Your assignment >> List all lines of the data that include the string "roads".

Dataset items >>
==============================
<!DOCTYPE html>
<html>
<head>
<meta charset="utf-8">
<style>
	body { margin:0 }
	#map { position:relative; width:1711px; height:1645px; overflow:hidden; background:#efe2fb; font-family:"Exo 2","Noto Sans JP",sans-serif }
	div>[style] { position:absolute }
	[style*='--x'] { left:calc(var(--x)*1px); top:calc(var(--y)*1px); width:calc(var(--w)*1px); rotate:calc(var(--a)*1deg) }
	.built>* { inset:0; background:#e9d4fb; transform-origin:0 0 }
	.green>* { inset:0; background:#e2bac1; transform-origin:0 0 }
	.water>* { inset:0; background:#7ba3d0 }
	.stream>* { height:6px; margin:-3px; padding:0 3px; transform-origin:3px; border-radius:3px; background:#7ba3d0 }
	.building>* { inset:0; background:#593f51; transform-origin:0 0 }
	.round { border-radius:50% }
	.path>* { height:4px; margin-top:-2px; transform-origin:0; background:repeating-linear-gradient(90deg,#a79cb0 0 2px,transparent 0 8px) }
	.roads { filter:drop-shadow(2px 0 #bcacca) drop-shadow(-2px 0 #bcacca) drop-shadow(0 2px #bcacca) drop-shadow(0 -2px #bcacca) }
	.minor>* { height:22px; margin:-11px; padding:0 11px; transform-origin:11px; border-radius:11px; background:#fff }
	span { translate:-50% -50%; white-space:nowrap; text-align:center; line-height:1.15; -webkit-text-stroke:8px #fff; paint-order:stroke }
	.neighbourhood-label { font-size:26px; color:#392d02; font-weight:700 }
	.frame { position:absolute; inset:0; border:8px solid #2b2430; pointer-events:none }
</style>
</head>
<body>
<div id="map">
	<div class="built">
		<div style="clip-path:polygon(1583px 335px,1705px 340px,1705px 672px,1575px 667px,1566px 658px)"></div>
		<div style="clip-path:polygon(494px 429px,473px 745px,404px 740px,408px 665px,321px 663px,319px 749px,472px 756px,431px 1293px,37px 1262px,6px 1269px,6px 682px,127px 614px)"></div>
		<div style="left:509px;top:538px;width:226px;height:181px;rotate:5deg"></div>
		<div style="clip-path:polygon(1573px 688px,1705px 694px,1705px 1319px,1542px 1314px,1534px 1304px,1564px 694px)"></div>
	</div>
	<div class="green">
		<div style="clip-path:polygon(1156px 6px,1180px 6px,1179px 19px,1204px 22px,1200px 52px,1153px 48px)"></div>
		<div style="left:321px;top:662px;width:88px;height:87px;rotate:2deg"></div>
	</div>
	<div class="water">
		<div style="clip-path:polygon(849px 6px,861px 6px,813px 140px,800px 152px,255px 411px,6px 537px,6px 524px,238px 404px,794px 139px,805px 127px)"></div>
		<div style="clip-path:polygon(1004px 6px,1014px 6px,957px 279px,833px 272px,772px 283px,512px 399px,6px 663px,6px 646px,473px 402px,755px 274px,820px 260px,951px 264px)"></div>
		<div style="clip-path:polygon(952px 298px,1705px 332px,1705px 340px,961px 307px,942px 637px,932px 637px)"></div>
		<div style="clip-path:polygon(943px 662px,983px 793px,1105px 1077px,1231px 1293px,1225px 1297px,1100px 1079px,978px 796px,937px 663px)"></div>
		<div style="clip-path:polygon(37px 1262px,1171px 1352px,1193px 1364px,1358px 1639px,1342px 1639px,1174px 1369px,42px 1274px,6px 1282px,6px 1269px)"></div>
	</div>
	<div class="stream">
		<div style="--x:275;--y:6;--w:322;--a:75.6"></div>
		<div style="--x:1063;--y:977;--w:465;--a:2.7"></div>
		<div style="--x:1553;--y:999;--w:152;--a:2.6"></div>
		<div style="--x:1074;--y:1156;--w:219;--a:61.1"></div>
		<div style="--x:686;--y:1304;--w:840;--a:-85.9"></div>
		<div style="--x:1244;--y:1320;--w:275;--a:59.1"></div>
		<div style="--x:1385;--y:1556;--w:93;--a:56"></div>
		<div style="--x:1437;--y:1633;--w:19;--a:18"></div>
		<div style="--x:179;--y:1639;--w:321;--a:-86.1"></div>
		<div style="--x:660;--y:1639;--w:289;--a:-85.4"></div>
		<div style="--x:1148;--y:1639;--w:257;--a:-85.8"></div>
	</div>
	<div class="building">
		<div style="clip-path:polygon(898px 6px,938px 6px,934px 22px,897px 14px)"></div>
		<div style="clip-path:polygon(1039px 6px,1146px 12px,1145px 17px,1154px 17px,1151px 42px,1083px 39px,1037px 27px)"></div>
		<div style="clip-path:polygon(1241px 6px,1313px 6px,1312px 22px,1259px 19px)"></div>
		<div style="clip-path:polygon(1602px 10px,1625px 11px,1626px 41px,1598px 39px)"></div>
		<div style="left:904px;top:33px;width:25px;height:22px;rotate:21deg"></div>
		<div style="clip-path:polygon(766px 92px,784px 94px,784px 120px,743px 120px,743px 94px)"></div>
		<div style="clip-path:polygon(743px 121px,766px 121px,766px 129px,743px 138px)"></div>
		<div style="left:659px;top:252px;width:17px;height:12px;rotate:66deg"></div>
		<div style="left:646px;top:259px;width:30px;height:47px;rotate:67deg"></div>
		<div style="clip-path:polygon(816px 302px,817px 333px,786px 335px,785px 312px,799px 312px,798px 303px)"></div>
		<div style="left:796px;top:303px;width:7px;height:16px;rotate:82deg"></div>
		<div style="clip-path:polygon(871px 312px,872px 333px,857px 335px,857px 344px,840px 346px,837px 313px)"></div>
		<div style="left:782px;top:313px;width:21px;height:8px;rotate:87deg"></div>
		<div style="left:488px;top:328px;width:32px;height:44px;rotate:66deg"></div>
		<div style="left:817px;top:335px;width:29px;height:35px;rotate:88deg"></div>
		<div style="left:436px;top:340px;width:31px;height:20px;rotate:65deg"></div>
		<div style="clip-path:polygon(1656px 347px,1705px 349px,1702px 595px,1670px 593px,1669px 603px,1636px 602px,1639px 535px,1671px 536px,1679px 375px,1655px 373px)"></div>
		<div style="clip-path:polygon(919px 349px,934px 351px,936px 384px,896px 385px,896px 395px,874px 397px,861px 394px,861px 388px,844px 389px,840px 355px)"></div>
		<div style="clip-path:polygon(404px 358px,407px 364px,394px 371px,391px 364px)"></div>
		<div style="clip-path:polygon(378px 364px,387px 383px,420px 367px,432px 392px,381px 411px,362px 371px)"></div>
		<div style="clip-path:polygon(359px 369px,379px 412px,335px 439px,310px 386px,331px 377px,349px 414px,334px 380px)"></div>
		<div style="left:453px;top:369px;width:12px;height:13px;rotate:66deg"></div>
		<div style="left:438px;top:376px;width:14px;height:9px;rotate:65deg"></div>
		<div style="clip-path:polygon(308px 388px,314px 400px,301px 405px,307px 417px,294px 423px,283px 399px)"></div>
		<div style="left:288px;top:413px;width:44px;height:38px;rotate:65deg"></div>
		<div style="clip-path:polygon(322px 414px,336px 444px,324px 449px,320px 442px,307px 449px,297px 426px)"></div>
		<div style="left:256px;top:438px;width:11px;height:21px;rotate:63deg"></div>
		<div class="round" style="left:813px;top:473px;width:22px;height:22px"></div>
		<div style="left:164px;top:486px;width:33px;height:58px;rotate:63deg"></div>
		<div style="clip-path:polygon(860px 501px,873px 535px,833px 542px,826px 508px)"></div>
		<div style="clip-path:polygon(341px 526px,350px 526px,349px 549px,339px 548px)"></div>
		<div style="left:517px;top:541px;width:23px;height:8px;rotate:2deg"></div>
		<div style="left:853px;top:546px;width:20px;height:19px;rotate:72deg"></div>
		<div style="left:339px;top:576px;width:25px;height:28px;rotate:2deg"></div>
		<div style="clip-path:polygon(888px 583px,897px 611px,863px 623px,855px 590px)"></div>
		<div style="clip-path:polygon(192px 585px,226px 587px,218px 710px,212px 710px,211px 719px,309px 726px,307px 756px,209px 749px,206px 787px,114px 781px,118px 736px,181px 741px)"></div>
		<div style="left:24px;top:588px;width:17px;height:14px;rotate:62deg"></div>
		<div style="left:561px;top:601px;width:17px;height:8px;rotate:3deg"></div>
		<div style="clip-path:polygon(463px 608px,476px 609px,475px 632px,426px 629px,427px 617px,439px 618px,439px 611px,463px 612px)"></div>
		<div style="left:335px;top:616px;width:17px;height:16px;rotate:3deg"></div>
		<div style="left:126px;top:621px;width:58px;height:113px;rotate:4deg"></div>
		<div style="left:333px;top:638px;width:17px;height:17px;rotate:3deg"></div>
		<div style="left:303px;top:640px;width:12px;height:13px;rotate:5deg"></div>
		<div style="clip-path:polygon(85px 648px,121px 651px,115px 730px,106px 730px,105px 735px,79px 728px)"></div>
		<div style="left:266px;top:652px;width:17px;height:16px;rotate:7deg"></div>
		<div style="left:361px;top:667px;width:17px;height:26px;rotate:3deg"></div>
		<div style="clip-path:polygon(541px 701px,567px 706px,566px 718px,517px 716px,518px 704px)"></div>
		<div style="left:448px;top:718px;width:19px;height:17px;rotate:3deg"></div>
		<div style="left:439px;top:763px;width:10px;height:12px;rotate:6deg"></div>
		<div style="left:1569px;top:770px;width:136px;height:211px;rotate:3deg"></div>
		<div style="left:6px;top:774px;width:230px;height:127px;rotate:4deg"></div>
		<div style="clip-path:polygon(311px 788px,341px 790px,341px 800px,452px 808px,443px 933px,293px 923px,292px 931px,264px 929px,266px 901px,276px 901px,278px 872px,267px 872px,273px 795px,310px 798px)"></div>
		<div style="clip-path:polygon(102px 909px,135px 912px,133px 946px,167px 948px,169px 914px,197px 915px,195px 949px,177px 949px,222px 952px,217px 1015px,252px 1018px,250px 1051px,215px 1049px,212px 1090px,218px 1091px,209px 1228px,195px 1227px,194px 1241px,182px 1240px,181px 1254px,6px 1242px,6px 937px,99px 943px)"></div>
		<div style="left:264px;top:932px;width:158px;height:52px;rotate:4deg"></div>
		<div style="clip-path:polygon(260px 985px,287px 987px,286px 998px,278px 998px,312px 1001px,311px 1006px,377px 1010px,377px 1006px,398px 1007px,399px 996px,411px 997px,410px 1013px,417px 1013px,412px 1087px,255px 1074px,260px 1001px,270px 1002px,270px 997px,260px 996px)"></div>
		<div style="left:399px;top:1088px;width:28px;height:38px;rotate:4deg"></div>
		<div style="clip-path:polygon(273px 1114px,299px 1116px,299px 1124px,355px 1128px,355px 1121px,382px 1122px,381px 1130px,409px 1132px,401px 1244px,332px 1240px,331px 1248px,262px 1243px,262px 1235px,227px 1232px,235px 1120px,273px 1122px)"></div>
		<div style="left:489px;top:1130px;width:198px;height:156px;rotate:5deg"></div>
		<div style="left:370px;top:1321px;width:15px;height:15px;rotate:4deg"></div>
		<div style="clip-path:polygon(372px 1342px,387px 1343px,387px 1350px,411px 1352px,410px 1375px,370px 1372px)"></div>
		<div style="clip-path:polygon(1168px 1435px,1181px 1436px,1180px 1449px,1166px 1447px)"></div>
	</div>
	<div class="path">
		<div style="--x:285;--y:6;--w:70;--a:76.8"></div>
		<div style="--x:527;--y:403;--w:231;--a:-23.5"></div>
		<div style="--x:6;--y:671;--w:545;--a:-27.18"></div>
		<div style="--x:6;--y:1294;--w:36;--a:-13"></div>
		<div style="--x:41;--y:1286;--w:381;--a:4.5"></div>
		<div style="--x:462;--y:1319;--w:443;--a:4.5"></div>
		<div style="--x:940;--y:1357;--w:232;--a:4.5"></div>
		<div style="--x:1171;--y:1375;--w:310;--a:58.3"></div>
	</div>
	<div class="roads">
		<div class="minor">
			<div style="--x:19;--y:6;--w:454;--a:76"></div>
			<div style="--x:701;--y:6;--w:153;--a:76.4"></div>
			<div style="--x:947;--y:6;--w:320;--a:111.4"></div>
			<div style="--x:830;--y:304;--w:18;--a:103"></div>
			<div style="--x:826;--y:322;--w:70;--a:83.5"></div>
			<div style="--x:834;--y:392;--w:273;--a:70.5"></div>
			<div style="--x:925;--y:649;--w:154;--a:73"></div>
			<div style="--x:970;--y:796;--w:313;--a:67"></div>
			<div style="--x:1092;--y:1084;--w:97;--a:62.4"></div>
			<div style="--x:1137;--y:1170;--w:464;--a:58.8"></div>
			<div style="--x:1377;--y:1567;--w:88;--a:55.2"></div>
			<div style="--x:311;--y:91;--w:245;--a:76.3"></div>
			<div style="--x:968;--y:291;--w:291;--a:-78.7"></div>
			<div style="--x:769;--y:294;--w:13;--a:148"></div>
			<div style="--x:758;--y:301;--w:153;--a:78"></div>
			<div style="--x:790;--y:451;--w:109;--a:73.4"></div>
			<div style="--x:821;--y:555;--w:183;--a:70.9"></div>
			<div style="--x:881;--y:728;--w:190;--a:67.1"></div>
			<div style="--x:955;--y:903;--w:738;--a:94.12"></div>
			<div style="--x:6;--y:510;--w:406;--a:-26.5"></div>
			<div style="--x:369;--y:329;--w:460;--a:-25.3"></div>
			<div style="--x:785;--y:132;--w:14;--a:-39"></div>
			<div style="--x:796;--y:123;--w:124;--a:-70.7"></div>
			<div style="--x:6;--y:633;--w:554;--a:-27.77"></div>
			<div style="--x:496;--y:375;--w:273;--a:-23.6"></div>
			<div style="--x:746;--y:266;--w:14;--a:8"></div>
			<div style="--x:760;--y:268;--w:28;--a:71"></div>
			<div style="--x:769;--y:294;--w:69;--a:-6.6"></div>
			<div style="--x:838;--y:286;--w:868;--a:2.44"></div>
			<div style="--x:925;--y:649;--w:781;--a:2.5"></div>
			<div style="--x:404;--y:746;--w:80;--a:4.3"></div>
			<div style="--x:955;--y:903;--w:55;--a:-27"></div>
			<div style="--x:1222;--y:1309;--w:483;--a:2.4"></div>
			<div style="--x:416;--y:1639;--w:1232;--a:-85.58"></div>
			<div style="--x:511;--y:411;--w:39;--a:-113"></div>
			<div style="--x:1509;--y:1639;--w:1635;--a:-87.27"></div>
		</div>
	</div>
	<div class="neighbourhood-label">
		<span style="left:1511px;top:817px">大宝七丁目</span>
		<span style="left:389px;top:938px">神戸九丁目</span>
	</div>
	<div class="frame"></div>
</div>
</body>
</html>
==============================
Problem solution >>
	.roads { filter:drop-shadow(2px 0 #bcacca) drop-shadow(-2px 0 #bcacca) drop-shadow(0 2px #bcacca) drop-shadow(0 -2px #bcacca) }
	<div class="roads">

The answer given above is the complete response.